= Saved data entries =
....
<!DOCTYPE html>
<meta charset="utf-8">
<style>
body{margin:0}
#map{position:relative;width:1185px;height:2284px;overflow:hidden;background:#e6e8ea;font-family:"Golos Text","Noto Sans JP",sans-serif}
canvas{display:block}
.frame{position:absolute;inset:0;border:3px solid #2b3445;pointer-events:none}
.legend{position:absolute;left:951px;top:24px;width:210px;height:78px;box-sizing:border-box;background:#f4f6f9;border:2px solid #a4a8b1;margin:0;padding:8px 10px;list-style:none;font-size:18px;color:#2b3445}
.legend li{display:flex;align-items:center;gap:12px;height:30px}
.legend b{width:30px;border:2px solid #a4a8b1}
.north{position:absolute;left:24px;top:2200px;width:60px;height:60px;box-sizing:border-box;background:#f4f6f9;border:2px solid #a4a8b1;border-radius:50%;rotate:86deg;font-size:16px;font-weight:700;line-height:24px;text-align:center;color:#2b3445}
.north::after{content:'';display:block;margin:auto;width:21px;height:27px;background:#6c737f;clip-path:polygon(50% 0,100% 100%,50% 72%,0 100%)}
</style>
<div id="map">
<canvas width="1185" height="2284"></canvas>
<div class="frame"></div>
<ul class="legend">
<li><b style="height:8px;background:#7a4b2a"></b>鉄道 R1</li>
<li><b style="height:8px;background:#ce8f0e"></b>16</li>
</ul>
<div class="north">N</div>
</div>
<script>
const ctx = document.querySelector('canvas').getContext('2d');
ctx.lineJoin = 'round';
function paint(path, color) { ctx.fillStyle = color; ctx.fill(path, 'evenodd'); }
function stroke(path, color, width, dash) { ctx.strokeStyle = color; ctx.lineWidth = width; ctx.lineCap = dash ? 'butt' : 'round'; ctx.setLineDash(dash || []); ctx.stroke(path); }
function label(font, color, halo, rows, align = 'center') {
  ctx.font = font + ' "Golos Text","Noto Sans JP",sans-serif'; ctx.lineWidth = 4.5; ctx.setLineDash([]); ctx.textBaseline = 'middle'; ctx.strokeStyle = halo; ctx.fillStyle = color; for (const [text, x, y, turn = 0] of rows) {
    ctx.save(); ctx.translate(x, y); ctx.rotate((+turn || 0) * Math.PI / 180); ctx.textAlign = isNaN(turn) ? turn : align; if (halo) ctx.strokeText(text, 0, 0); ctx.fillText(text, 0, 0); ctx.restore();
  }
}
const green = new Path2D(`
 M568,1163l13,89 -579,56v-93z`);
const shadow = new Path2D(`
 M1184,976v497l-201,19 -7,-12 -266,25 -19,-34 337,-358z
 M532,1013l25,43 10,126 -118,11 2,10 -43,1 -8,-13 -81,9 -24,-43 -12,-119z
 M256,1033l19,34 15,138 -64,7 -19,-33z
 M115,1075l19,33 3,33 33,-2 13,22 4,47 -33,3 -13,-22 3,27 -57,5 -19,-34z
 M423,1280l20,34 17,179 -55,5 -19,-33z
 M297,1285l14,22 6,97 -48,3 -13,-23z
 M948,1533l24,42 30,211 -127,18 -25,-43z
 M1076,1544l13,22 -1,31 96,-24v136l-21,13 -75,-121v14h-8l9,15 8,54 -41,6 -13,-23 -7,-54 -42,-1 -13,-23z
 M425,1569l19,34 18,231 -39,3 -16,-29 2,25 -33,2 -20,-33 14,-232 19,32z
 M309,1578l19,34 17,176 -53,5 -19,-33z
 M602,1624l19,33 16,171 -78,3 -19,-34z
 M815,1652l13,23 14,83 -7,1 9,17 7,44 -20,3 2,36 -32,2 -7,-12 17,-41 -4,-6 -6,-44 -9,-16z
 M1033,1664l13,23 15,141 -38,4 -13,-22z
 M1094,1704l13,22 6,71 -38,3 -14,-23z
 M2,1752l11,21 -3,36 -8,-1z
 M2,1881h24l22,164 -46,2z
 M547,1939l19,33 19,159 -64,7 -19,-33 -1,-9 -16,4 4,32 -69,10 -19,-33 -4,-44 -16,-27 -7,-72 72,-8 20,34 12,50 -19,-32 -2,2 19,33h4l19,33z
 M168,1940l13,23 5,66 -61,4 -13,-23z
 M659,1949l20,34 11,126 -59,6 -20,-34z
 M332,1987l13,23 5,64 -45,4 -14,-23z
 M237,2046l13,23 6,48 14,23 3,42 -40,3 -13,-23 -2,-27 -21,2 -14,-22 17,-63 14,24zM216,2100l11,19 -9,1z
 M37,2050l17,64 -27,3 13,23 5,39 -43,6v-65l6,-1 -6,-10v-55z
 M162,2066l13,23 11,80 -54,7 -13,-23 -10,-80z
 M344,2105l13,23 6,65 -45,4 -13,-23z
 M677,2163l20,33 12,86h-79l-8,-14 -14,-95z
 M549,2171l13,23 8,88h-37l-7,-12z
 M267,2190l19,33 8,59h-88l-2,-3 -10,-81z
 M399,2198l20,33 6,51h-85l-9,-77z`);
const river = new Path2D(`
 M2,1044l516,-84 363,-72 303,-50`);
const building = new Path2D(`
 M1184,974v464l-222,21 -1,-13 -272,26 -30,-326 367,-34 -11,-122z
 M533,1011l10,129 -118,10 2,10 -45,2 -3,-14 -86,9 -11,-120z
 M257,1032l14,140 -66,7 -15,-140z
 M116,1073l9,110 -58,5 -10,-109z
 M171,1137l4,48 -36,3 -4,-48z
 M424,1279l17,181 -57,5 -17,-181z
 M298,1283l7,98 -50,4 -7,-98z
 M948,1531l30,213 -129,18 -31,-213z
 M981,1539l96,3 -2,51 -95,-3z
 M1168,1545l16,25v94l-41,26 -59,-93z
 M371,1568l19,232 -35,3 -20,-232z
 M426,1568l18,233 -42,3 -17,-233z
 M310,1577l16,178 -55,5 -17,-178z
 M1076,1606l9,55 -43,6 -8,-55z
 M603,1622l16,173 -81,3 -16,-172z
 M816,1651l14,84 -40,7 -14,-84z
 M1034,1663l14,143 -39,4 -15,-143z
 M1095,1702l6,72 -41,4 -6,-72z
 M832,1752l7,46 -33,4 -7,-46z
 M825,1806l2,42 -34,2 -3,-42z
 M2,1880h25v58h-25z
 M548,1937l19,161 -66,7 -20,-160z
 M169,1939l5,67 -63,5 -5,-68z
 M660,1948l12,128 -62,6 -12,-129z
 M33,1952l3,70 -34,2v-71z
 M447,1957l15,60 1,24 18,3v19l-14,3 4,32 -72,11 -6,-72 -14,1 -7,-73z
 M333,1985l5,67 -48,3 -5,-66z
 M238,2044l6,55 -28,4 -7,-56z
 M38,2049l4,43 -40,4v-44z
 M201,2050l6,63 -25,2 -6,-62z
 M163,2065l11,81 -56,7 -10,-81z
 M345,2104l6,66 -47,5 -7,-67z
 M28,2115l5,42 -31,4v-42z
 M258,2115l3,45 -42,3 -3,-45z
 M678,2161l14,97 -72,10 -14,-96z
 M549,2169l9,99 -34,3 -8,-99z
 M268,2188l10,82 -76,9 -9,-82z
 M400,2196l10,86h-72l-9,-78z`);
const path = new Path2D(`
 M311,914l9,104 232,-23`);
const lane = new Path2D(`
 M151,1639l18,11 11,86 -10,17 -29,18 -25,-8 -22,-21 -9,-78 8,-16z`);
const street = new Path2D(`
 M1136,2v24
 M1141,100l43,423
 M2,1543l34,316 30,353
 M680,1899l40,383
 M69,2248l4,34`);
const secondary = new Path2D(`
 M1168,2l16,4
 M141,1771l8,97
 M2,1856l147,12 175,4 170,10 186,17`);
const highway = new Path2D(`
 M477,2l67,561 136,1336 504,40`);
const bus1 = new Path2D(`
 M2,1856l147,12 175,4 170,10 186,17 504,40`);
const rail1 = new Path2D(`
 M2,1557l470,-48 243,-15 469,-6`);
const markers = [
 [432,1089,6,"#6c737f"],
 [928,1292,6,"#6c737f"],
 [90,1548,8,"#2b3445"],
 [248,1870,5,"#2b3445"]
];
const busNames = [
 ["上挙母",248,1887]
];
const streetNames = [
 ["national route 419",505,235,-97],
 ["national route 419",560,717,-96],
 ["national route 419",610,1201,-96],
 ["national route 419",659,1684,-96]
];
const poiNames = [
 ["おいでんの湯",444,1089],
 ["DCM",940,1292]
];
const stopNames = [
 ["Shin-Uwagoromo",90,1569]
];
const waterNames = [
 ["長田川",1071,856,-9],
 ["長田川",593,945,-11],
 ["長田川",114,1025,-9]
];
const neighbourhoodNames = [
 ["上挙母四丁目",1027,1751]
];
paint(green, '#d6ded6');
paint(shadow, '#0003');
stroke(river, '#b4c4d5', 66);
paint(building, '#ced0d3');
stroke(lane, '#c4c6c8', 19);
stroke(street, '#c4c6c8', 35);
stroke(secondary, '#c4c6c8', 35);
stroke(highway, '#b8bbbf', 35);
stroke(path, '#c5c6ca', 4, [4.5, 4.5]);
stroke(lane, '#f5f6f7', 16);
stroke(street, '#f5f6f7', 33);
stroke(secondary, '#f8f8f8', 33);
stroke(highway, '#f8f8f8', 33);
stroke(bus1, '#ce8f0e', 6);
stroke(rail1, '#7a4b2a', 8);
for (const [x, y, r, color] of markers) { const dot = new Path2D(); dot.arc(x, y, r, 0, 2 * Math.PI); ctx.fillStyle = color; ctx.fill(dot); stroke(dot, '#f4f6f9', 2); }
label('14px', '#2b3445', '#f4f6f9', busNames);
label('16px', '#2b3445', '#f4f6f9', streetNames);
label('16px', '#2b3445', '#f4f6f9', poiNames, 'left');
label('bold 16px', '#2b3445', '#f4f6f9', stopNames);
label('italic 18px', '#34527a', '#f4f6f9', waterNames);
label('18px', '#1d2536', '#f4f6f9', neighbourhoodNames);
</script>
....
Look for the line with "stroke(street, '#c4c6c8', 35);" in the records above. Repeat it and each line after it exactly.

stroke(street, '#c4c6c8', 35);
stroke(secondary, '#c4c6c8', 35);
stroke(highway, '#b8bbbf', 35);
stroke(path, '#c5c6ca', 4, [4.5, 4.5]);
stroke(lane, '#f5f6f7', 16);
stroke(street, '#f5f6f7', 33);
stroke(secondary, '#f8f8f8', 33);
stroke(highway, '#f8f8f8', 33);
stroke(bus1, '#ce8f0e', 6);
stroke(rail1, '#7a4b2a', 8);
for (const [x, y, r, color] of markers) { const dot = new Path2D(); dot.arc(x, y, r, 0, 2 * Math.PI); ctx.fillStyle = color; ctx.fill(dot); stroke(dot, '#f4f6f9', 2); }
label('14px', '#2b3445', '#f4f6f9', busNames);
label('16px', '#2b3445', '#f4f6f9', streetNames);
label('16px', '#2b3445', '#f4f6f9', poiNames, 'left');
label('bold 16px', '#2b3445', '#f4f6f9', stopNames);
label('italic 18px', '#34527a', '#f4f6f9', waterNames);
label('18px', '#1d2536', '#f4f6f9', neighbourhoodNames);
</script>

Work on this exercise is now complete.